The gender pay gap is once again in the news after a Google employee penned a controversial memo arguing that aiming for 50/50 representation of men and women engineers was misguided. The employee, engineer James Damore, was fired for raising the issue in a provocative manner, but the question looms: Does addressing the gender pay gap make sense from an economic standpoint?
Many analysts studying the issue say yes. A 2015 McKinsey report, for instance, argued that addressing the issue would add $12 trillion to global growth by 2025. McKinsey reports that a "full potential" scenario in which women's talents were brought fully to bear in the global workforce, could add $26 trillion or 26 percent to global GDP by 2025.
The Current State of Gender Pay Equality
A PwC report from last year found that there are still big gaps in gender pay equity. Overall, the report found that women got paid 20 percent less than their male cohorts. Women also held fewer leadership positions and accounted for less than 5 percent of Fortune 500 CEOs — despite the fact that women held 47 percent of all jobs. PwC reported that there's only been a 3 percent closure of the gender gap over the past 10 years. At the current rate, women might not reach parity until 2133.
Not everyone agrees. A recent Pew study found that since 2000, one-third more women have graduated from college than men. At the current rate, according to Fast Company, young women's wages will overtake men's by 2020.
Best Practices for Enforcing Gender Equality
Whatever the demographic reality, the perception of gender inequality in the workforce can be bad for business. The PwC report found that 60 percent of employees wouldn't apply for jobs where they knew gender inequality existed. Some 72 percent of employees surveyed said that salary transparency is good for business and 70 percent said it helped achieve job satisfaction.
So, is salary transparency a silver bullet? Not so fast. In a recent Harvard Business Review post from Todd Zenger, professor of strategy and strategic leadership and presidential professor at University of Utah's Eccles School of Business, argued that "broadcasting pay is as likely to demoralize as it is to motivate." The danger, Zenger argues, is that some employees will find out that their peers make higher salaries. The counter argument, backed by studies from Cornell University and Tel Aviv University as related in Business Insider, is that when employees have a realistic assessment of their salaries, they will work harder to achieve parity.
Beyond salary transparency though, state laws are attempting to make gender discrimination practices illegal. For instance, at this writing, just two states — Alabama and Mississippi — lacked state pay equity or gender-based employment discrimination regulations. Some states are taking a harder line. Maryland, for example, prohibits employers from directing female employees into less-desirable career tracks (a.k.a. mommy tracking).
Good for the Bottom Line?
Evening the score for gender-based pay is based on the belief that higher pay for men is a holdover from the days when there were fewer women in the workforce and men were seen as the primary breadwinners in a household. That belief, plus the lack of women in leadership roles, are self-reinforcing.

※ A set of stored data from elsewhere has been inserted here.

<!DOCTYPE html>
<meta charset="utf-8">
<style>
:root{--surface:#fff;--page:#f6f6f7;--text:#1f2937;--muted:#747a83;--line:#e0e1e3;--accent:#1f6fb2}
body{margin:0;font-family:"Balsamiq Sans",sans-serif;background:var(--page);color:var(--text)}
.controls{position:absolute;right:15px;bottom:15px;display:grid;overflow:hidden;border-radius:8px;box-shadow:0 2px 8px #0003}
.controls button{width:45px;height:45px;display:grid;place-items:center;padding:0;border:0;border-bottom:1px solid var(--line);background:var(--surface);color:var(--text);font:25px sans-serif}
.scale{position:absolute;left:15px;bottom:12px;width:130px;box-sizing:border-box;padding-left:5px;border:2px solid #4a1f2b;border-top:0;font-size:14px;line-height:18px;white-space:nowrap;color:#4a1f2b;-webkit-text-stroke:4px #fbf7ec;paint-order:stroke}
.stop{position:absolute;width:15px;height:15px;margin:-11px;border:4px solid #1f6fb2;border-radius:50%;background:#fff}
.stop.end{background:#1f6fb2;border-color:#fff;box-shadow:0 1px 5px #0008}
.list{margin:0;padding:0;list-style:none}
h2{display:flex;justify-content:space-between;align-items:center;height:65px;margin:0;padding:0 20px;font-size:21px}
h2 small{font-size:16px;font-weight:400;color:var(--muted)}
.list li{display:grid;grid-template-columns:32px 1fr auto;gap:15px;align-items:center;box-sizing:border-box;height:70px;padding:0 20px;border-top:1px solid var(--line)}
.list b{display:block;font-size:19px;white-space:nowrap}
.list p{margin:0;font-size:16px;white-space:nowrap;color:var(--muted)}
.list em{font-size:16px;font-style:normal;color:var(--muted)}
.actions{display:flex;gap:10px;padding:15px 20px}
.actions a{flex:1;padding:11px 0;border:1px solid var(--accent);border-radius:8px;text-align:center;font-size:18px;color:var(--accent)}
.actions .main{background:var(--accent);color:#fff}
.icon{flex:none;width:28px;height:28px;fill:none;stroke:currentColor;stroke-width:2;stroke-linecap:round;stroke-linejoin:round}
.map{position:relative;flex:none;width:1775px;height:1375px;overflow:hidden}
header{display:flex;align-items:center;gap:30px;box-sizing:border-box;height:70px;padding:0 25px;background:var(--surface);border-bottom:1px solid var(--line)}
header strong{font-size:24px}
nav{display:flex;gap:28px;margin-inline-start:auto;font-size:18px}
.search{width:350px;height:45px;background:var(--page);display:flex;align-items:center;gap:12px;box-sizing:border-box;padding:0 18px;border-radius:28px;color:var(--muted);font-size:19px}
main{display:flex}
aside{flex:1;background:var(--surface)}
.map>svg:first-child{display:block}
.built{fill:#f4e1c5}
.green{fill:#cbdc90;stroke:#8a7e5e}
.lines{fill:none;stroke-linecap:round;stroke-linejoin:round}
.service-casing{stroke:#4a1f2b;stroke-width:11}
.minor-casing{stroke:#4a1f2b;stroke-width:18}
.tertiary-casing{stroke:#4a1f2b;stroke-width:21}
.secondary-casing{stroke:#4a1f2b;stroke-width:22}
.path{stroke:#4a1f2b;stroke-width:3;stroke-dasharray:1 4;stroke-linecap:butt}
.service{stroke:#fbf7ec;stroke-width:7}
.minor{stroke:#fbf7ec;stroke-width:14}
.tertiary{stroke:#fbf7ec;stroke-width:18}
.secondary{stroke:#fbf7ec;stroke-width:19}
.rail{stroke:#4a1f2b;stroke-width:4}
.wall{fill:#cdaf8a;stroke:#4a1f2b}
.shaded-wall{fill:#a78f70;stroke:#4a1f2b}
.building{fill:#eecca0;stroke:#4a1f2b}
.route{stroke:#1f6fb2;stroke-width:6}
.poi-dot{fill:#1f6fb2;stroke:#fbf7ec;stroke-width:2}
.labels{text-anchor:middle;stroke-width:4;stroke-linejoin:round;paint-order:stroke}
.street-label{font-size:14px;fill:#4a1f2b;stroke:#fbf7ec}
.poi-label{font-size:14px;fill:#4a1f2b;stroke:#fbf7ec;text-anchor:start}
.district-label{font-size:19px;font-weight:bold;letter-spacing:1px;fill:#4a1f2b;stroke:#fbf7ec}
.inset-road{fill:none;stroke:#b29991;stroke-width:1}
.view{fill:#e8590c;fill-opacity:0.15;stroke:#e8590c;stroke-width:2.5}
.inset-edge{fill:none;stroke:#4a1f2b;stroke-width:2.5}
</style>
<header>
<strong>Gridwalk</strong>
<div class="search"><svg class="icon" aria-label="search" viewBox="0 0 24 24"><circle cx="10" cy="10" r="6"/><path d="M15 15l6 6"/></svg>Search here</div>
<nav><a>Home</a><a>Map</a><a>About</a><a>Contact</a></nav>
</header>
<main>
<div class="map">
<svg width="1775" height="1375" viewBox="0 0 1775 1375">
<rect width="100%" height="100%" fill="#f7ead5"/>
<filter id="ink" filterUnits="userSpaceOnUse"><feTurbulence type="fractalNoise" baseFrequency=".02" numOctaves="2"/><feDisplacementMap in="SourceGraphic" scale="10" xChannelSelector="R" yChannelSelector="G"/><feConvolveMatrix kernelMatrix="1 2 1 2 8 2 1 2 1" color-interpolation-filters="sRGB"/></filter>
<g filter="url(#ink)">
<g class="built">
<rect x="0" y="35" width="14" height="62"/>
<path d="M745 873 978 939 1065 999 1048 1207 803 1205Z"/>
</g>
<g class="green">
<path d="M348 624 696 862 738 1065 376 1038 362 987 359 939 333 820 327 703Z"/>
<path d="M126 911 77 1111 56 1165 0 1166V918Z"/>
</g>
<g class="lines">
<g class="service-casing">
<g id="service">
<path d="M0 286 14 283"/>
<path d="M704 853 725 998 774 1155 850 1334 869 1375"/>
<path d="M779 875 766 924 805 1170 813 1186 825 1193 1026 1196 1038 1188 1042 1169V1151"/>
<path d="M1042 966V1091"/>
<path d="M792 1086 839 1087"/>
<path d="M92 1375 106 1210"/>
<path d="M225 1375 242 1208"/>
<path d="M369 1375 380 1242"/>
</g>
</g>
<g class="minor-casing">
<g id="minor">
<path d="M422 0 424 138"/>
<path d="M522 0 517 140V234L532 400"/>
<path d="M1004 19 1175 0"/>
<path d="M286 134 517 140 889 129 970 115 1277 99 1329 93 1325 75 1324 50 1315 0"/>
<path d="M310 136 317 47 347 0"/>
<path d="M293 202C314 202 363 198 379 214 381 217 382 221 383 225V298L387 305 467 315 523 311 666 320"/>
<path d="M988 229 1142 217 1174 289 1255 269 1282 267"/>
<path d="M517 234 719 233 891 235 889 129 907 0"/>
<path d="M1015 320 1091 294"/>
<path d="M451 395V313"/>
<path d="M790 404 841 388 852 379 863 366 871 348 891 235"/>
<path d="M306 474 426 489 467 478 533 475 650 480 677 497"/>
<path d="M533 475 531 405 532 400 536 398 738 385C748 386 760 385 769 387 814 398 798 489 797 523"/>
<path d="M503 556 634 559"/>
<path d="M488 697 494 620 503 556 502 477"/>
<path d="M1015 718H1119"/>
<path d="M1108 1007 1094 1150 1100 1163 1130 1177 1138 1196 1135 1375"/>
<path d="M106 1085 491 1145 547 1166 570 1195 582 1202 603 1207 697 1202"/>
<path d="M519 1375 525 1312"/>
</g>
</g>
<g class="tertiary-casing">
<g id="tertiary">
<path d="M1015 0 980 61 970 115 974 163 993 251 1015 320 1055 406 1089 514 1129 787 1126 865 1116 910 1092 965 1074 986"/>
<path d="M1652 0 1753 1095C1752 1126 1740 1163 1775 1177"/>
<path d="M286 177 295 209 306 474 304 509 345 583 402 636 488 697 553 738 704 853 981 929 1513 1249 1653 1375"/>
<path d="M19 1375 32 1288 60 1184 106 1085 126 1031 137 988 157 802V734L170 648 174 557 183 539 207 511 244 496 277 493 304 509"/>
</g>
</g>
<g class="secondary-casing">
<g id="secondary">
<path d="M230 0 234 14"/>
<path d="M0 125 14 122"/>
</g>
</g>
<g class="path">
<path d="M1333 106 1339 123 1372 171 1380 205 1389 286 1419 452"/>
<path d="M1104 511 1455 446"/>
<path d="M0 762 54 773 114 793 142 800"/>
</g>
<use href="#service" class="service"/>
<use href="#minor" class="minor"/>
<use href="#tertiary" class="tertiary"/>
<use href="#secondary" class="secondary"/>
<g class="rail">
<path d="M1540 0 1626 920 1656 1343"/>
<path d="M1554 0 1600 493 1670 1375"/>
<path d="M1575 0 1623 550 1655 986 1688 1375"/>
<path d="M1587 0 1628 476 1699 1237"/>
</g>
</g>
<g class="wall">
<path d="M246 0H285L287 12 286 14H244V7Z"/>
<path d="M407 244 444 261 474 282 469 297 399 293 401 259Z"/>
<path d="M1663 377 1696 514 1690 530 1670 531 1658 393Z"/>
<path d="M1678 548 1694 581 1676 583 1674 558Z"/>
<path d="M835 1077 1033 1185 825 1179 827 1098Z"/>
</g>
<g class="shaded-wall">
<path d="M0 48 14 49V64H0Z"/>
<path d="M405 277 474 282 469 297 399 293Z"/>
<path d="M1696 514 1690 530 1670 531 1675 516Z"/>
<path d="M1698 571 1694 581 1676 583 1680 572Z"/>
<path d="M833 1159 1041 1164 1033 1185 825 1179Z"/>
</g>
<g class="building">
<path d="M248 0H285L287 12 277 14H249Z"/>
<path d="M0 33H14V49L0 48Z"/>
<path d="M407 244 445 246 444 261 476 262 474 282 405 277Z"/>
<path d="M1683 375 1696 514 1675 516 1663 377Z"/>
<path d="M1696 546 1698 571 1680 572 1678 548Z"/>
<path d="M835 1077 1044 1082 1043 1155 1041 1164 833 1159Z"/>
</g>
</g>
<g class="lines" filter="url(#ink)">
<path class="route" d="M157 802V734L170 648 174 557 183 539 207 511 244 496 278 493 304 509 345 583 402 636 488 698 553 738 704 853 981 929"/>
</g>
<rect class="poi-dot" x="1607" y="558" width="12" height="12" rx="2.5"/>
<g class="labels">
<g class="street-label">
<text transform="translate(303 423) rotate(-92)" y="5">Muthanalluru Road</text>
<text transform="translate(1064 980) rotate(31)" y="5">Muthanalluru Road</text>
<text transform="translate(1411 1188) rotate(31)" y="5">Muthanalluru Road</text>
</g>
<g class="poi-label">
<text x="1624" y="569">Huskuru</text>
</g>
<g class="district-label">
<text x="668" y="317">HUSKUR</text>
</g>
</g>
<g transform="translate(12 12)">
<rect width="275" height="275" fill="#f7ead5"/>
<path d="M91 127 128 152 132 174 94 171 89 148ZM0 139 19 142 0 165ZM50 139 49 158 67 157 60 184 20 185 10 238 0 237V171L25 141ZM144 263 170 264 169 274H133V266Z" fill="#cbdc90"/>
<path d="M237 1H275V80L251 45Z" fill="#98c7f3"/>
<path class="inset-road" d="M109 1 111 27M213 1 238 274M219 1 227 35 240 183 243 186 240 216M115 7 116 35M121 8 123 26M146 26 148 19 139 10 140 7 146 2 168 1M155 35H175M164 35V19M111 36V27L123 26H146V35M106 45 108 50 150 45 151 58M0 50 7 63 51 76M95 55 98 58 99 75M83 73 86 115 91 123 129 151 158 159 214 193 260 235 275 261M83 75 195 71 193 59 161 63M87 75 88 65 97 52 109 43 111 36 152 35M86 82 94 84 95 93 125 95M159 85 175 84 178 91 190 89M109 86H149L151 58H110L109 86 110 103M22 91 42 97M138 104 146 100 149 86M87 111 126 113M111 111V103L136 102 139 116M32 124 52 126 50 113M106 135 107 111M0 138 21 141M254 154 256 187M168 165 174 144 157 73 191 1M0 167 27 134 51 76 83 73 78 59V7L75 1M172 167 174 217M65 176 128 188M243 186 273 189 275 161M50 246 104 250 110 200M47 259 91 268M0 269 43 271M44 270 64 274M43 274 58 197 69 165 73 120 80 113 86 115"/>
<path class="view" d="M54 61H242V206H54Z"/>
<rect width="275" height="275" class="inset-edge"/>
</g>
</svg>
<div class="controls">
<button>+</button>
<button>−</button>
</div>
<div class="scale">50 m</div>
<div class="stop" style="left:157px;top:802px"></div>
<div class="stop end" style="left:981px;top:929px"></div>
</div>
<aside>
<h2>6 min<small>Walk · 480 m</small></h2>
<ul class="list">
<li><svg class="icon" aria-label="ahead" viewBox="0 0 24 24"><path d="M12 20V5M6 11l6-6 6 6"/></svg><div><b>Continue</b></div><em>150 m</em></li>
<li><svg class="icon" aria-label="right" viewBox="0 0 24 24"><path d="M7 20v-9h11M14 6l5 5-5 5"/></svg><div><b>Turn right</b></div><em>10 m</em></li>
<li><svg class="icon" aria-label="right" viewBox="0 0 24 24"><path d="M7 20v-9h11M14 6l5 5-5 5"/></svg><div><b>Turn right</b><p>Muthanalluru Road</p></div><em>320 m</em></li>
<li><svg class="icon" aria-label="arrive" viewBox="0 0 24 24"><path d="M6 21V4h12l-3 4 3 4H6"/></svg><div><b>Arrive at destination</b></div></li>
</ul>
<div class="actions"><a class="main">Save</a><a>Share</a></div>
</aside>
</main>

By challenging such beliefs, women might be liberated to offer their talents and creativity to the workforce since they could reasonably expect to attain promotions for their work. This imperative makes intuitive sense but still must grapple with the reality that women's biological roles dictate that many will leave the workforce, if only for a short time, because of pregnancy. That may be one reason that men work significantly longer hours, as referenced in the Wall Street Journal. It will also test the belief that some women gravitate to different professions than men, as discussed on Morning Edition, and men are more apt to take on work that contains a higher element of risk — either physically or financially — and often pay higher salaries.
Efforts to eliminate truly discriminatory practices will reveal once and for all if such beliefs are rooted in reality or have been used to hold women back. It's likely that the reality will be more nuanced than either side of the debate currently believes it to be.